3.1 Goals……………………………………………...……………………………………5

3.2 System Description……………………………....…………………………...……..…5

3.3 User Interface Description…………………..……….………………………………...5

3.4 IMU Block Diagram…………………………………………….….…...……………..6

3.5 Market Research……………………………….…………………….….……………..6

3.6 Functional Requirements…………….………………….…….……………………….8

3.7 Non-Functional Requirements………………………………………….……………...8

4 Deliverables………………………………………………………..………….….…………....…9

4.1 Spring 2008 Deliverables…………………………….…………….…….………….….9

4.2 Fall 2008 Deliverables…………………………………………………………….…...9

Table of Contents (cont’)

5 Resource Requirements……………………………………………….……...………………….10

5.1 Budget………………………………………………………………………..….…….10

5.2 Work Breakdown………………………………………..……………….……………11

6 Project Schedule…………………………………………..……………………….……………12

6.1 Spring Work Breakdown……………………………………….…….……………….12

6.2 Fall Work Breakdown……………………………………………..………………….14

7. Risks……………………………………………………………………………….……………16

Works Cited……………………………………………………………………….……………….17

Sign-Off sheet……………………………………………………………………..………………18

1 Introduction

This section defines introductory materials for the ImAP RSD project.

1.1 Definition of Terms

FAA: Federal Aviation Administration.

FOV: Field-of-View

GPS: Global Positioning System

HABET: High Altitude Balloon Experiments in Technology.

ImAP RSD: Image Acquisition and Processing of Remotely Sensed Data.

HDS: Horizon Detection System.

IMU: Inertial Measurement Unit

FAT: File Allocation Table

SSCL: Space Systems and Controls Lab

ISGC: The Iowa Space Grant Consortium.

PCB: Printed Circuit Board.

PITCH: is rotation around the lateral or transverse axis.

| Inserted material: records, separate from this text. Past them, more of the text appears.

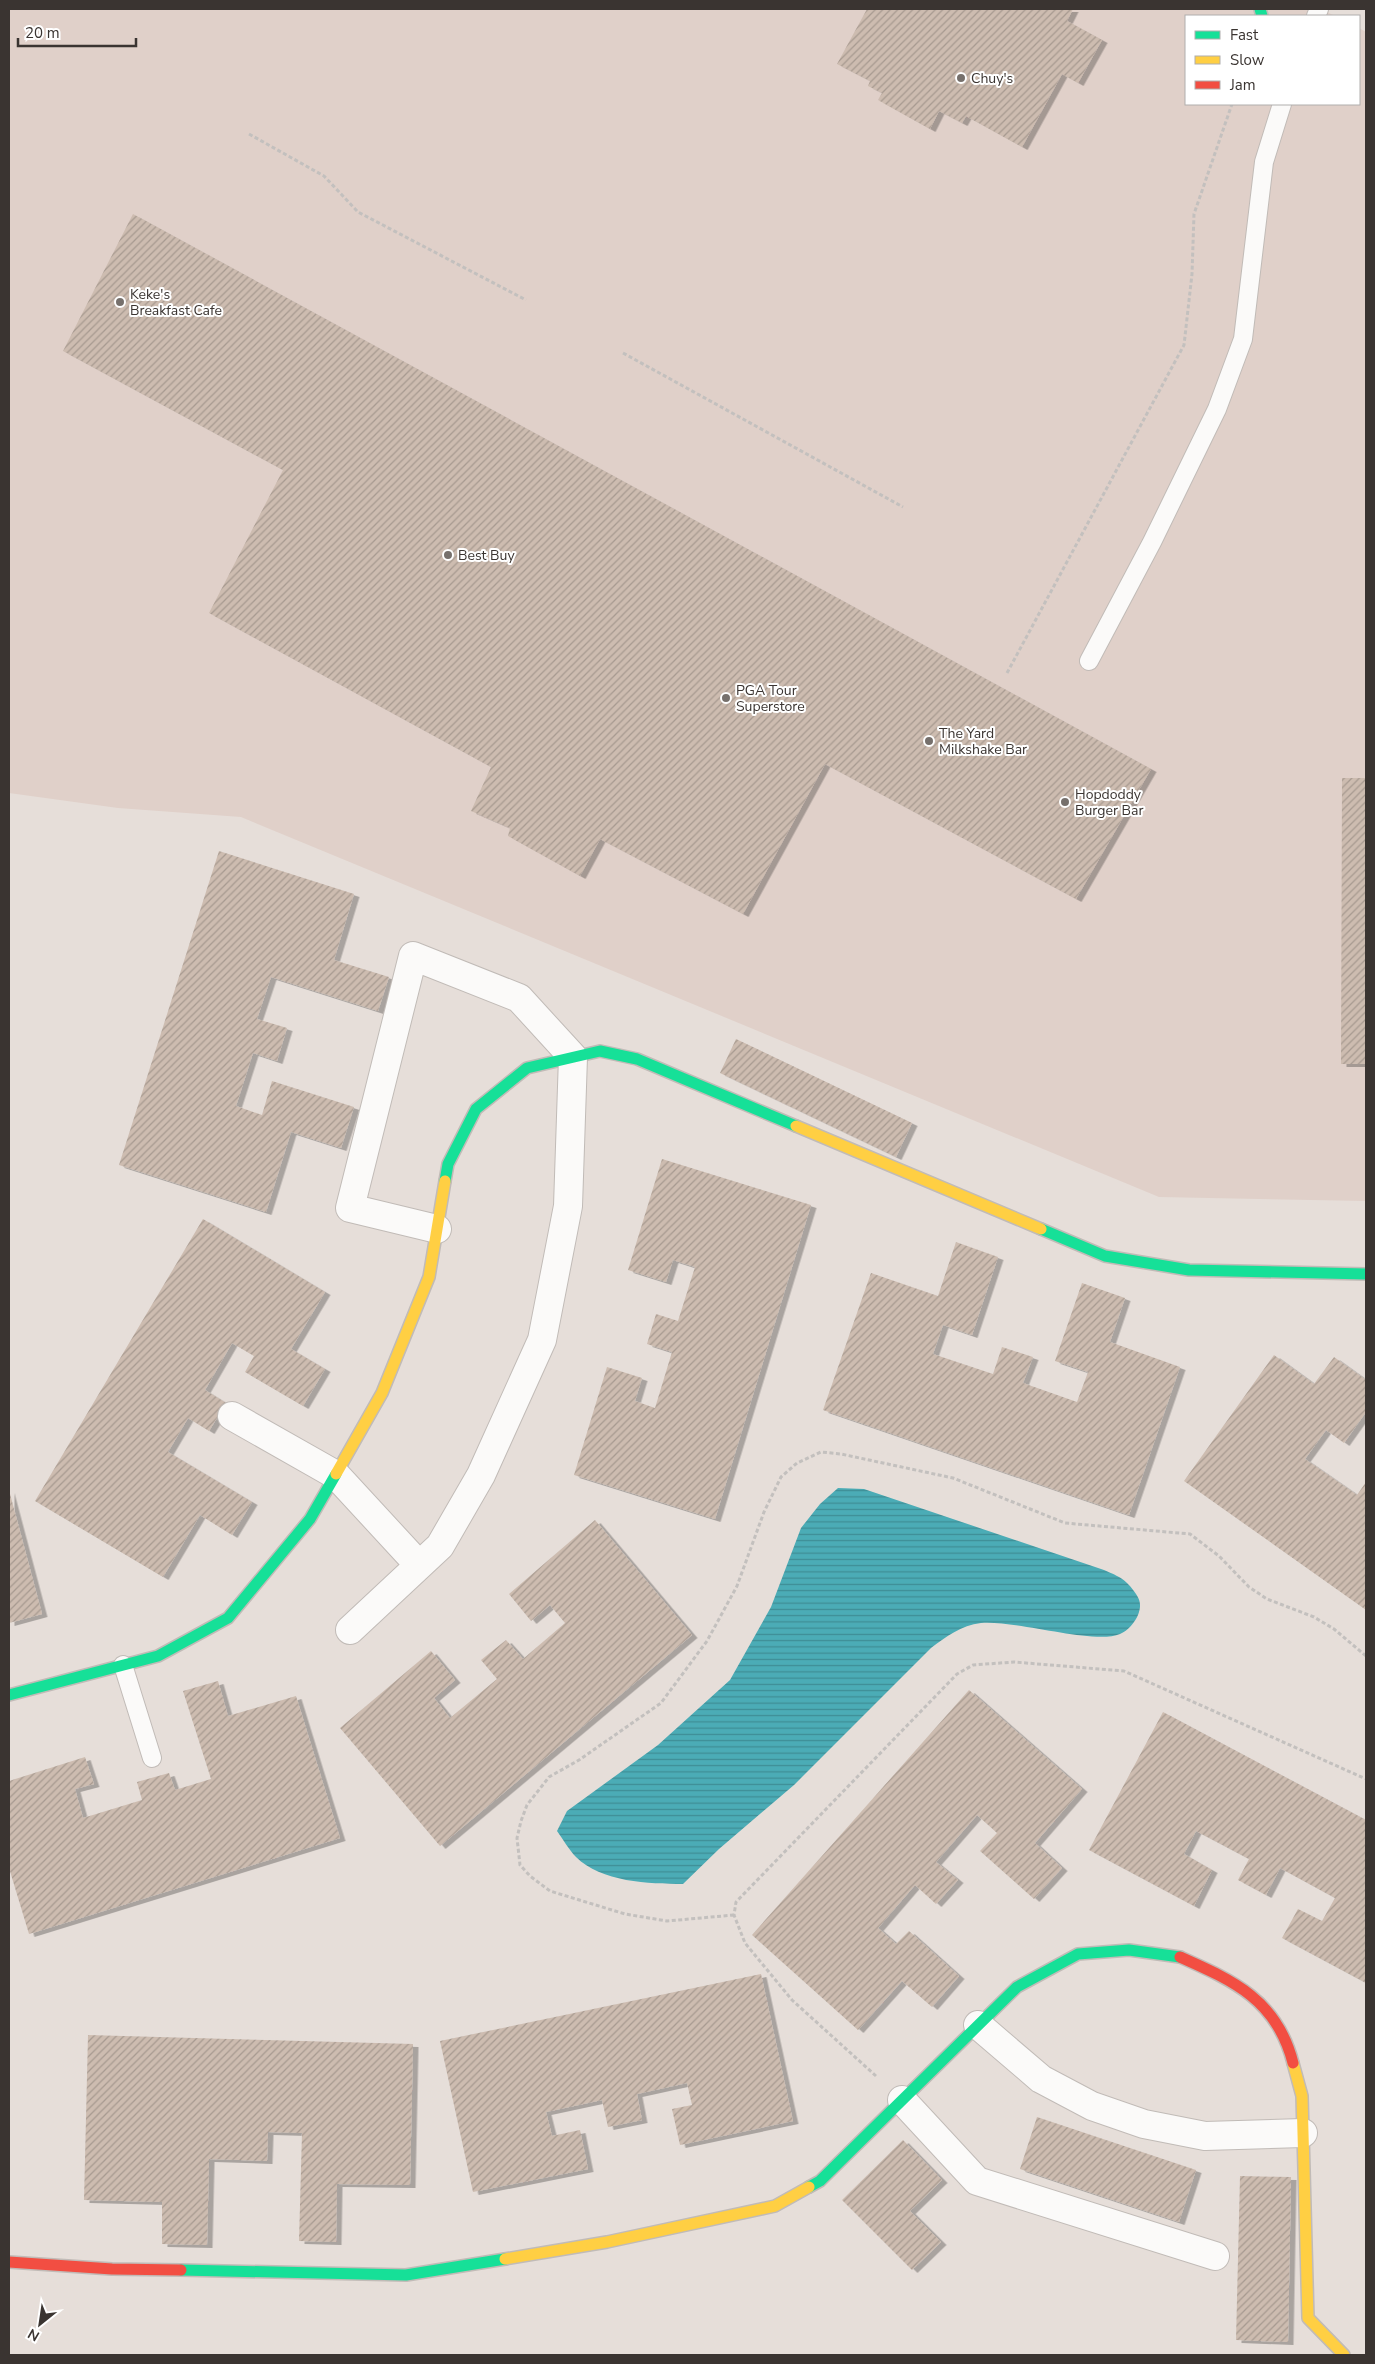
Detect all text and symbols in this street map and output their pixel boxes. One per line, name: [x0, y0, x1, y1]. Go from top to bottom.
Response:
scale bar: [18, 15, 135, 47]
legend: [1185, 15, 1360, 105]
text: 20 m: [25, 23, 60, 43]
text: Fast: [1230, 25, 1259, 45]
text: Slow: [1230, 50, 1265, 70]
place label: Chuy's: [971, 69, 1014, 88]
marker: Chuy's: [955, 72, 967, 84]
text: Jam: [1229, 75, 1256, 95]
place label: Keke's Breakfast Cafe: [130, 285, 222, 320]
marker: Keke's Breakfast Cafe: [114, 296, 126, 308]
place label: Best Buy: [458, 546, 515, 565]
marker: Best Buy: [442, 549, 454, 561]
place label: PGA Tour Superstore: [736, 681, 805, 716]
marker: PGA Tour Superstore: [720, 692, 732, 704]
place label: The Yard Milkshake Bar: [939, 724, 1027, 759]
marker: The Yard Milkshake Bar: [923, 735, 935, 747]
place label: Hopdoddy Burger Bar: [1075, 785, 1143, 820]
marker: Hopdoddy Burger Bar: [1059, 796, 1071, 808]
north arrow: [15, 2299, 65, 2349]
text: N: [24, 2324, 43, 2346]

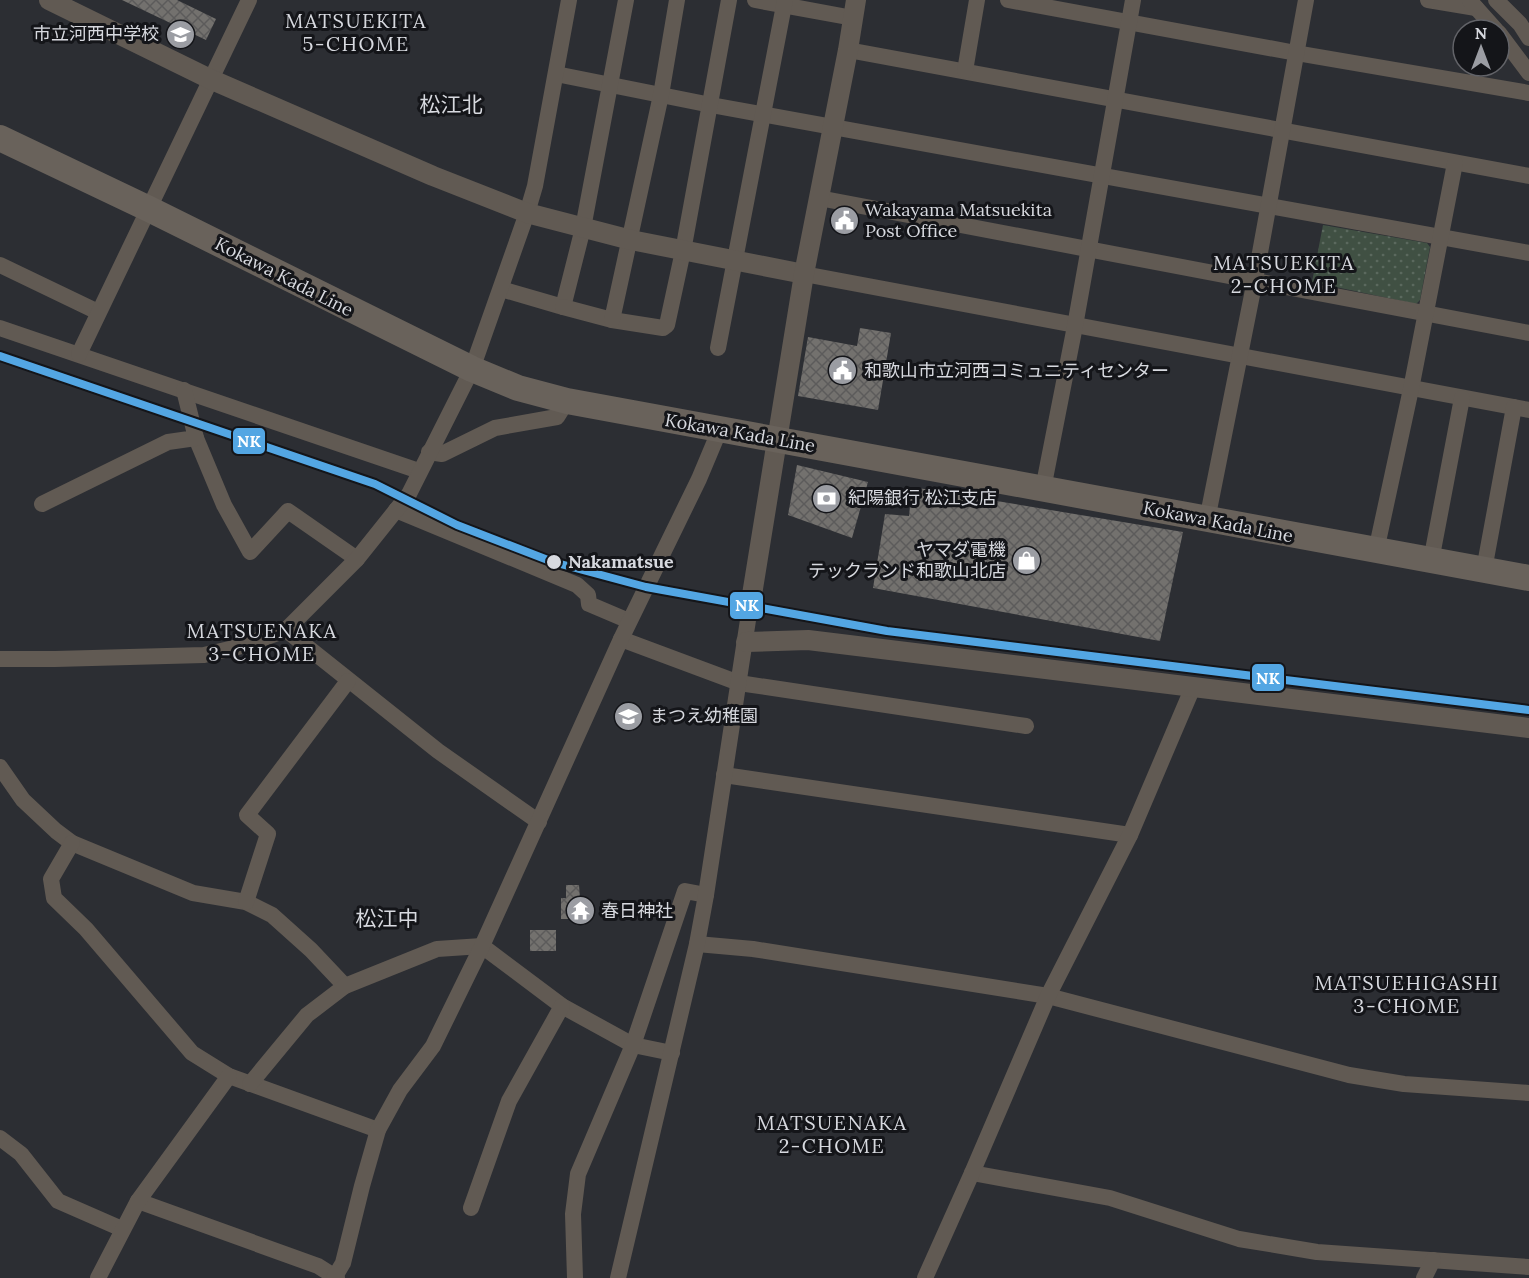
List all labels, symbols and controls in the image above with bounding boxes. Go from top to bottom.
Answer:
district label: MATSUEKITA 5-CHOME [285,8,427,56]
school or university icon: 市立河西中学校 [164,18,196,50]
north arrow [1451,18,1511,78]
place label: 市立河西中学校 [33,22,159,45]
text: N [1475,23,1487,43]
district label: 松江北 [420,91,483,118]
place label: Wakayama Matsuekita Post Office [865,198,1052,242]
public building icon: Wakayama Matsuekita Post Office [828,204,860,236]
street label: Kokawa Kada Line [211,232,357,321]
district label: MATSUEKITA 2-CHOME [1213,250,1355,298]
public building icon: 和歌山市立河西コミュニティセンター [827,355,859,387]
place label: 和歌山市立河西コミュニティセンター [864,359,1169,382]
street label: Kokawa Kada Line [663,408,817,457]
line badge: NK [232,427,266,455]
text: NK [237,431,261,451]
bank icon: 紀陽銀行 松江支店 [811,482,843,514]
place label: 紀陽銀行 松江支店 [848,486,997,509]
street label: Kokawa Kada Line [1141,496,1295,547]
place label: ヤマダ電機 テックランド和歌山北店 [808,538,1006,582]
shop icon: ヤマダ電機 テックランド和歌山北店 [1011,544,1043,576]
place label: Nakamatsue [568,550,674,573]
marker: Nakamatsue [545,553,563,571]
line badge: NK [729,591,764,620]
text: NK [735,595,759,615]
district label: MATSUENAKA 3-CHOME [187,618,337,666]
line badge: NK [1251,663,1285,692]
text: NK [1256,668,1280,688]
school or university icon: まつえ幼稚園 [613,700,645,732]
place label: まつえ幼稚園 [650,704,758,727]
temple icon: 春日神社 [564,895,596,927]
place label: 春日神社 [601,899,673,922]
district label: 松江中 [356,905,419,932]
district label: MATSUEHIGASHI 3-CHOME [1314,970,1500,1018]
district label: MATSUENAKA 2-CHOME [757,1110,907,1158]

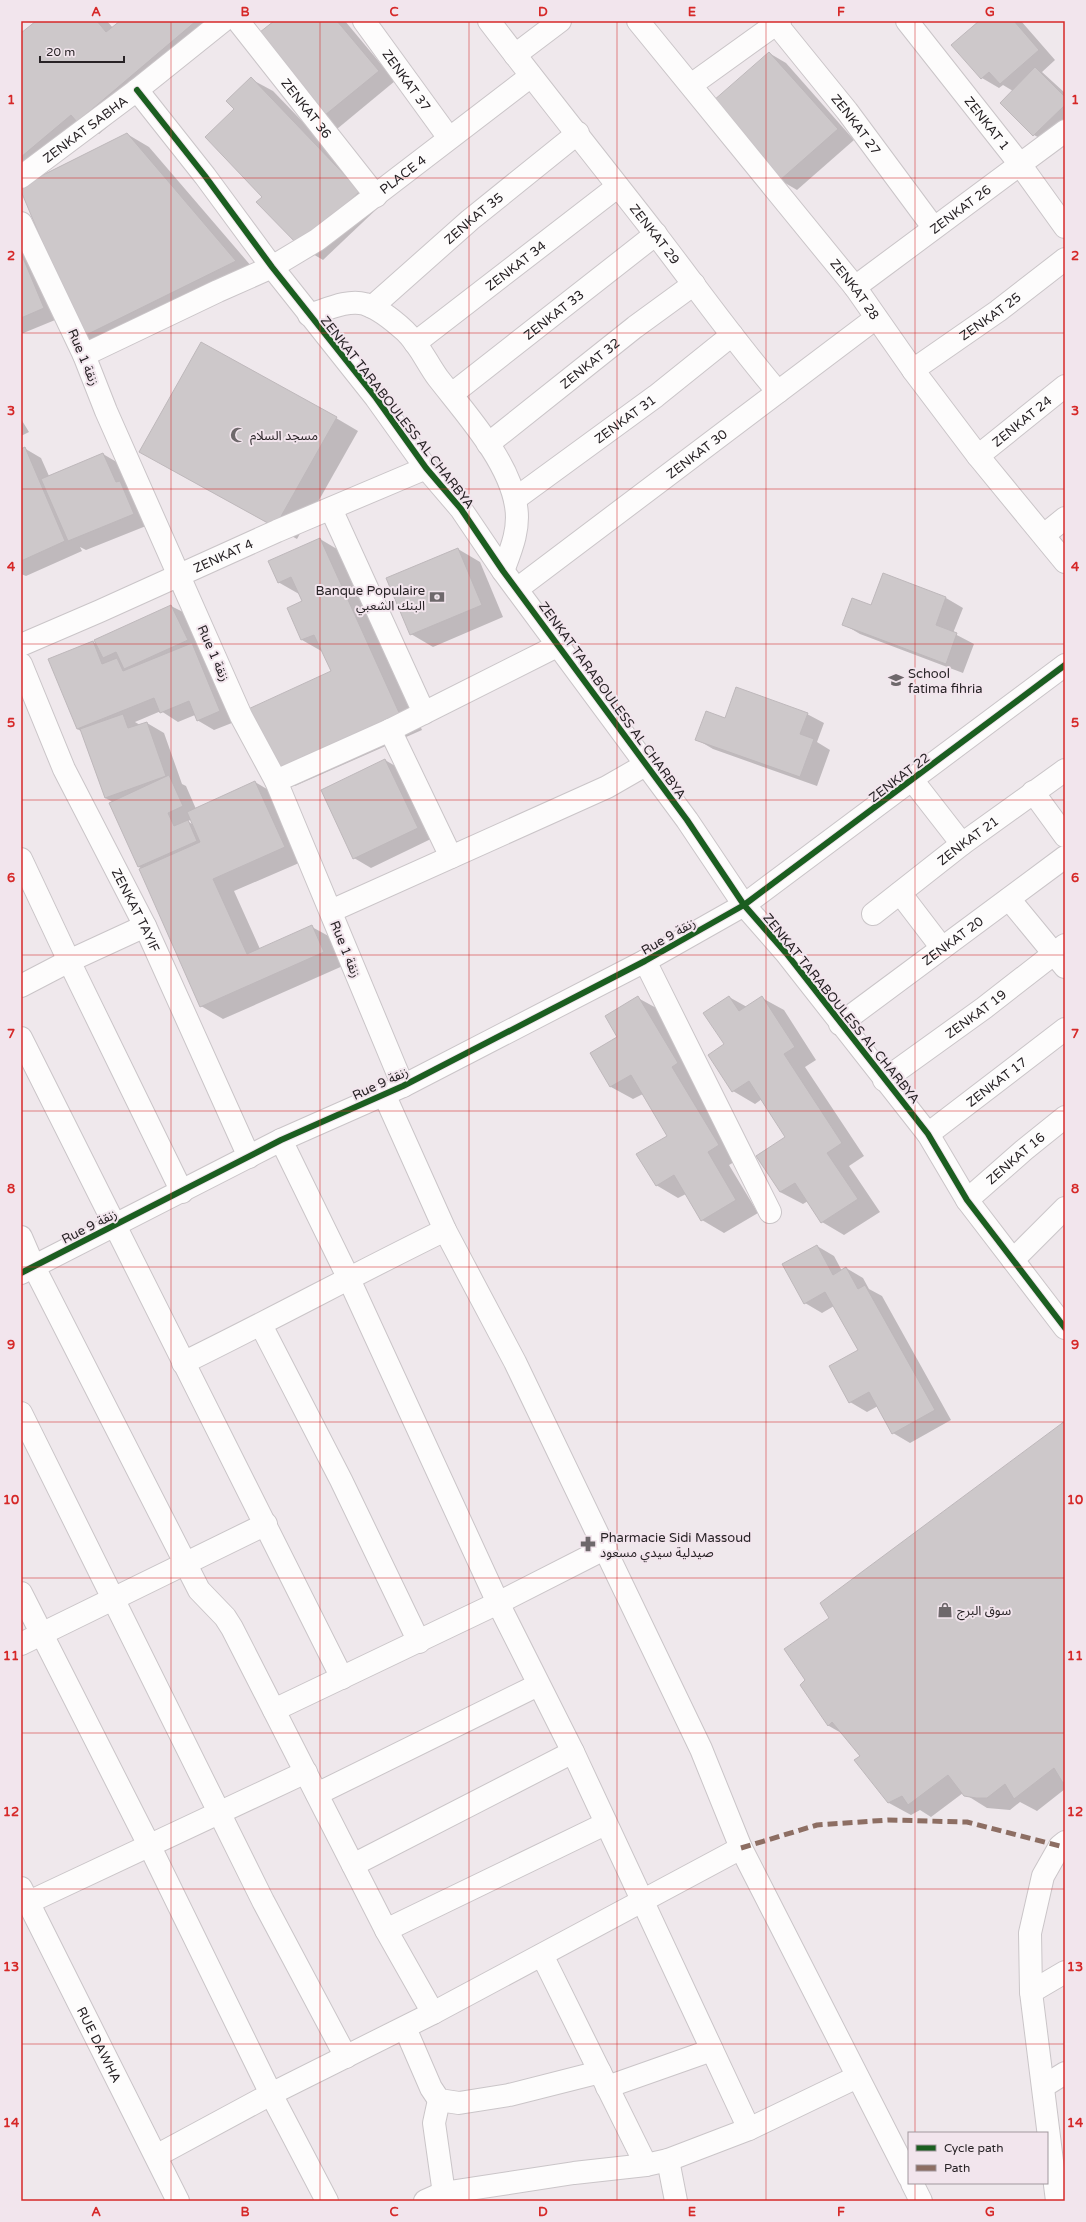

ROLL: is rotation around the longitudinal axis.

WAYPOINTS: are sets of coordinates that identify a point in physical space; they usually include longitude and latitude, and sometimes altitude.

YAW: is rotation about the vertical axis.

Figure 1: Roll, pitch, and yaw are exemplified.

1.2 Project Background

Historically, determining crop health and predicting potential yield of Iowa farmlands has been a long and tedious process. Traditional methods using ground-based radiometers to measure the reflectance of sunlight on crops work for small plots of land but are highly inefficient and labor intensive when data over large spreads of land is required. ImAP RSD addresses the difficulty of acquiring and processing large amounts of field data by moving image sensing from the ground to the sky. (Aurakzai 1).

Every ImAP team will be responsible for a specific subsystem of the project. Each of these teams will also be given a unique name, to distinguish them from all other ImAP teams. This project plan focuses on the problem statement and the solution to this problem as given by team Beta.

1.3 Problem Statement and Solution

This section describes the general ImAP problem statement and solution as well as the more detailed problem statement and solution for the current team. (Aurakzai 1).

General ImAP Problem Statement

Farmer’s cannot determine the health of large areas of crops. This is because it is either cost prohibitive or labor intensive. (Aurakzai 1).

General ImAP Problem Solution

ImAP RSD was created to develop a more efficient method of determining crop health using remotely sensed data and image processing. Existing methods used to do this are expensive and labor intensive when large amounts of data are required, so the system developed by ImAP RSD must be low cost and easy to use. The system will be used by the client to provide the service of aerial image collection for remote sensing uses. The goal of the end-product system is to capture extremely accurate, high-resolution aerial images at specific GPS locations. The images collected by ImAP must also be processed to correct images geometrically and to extract usable information from the images so the data can be properly analyzed by prospective users. A last semester’s senior design team, team Alpha, is working on designing a Horizon Detection System (HDS) for ImAP (Aurakzai 1). More information on this part of the system can be found in reference 1.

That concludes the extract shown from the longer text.